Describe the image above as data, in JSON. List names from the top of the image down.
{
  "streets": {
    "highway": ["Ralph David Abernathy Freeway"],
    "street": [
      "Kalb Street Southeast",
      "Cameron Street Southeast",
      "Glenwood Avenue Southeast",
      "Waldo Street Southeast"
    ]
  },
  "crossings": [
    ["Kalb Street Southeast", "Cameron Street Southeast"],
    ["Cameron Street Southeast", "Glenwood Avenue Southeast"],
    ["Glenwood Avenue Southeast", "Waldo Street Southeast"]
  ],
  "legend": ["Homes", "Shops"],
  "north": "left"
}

━━━━━━━━━━━━━━━━━━━━━━━━━━━━━━

## Instructions to follow
Each record above, in full: retype it verbatim.

## Exercise solution
Describe the image above as data, in JSON. List names from the top of the image down.
{
  "streets": {
    "highway": ["Ralph David Abernathy Freeway"],
    "street": [
      "Kalb Street Southeast",
      "Cameron Street Southeast",
      "Glenwood Avenue Southeast",
      "Waldo Street Southeast"
    ]
  },
  "crossings": [
    ["Kalb Street Southeast", "Cameron Street Southeast"],
    ["Cameron Street Southeast", "Glenwood Avenue Southeast"],
    ["Glenwood Avenue Southeast", "Waldo Street Southeast"]
  ],
  "legend": ["Homes", "Shops"],
  "north": "left"
}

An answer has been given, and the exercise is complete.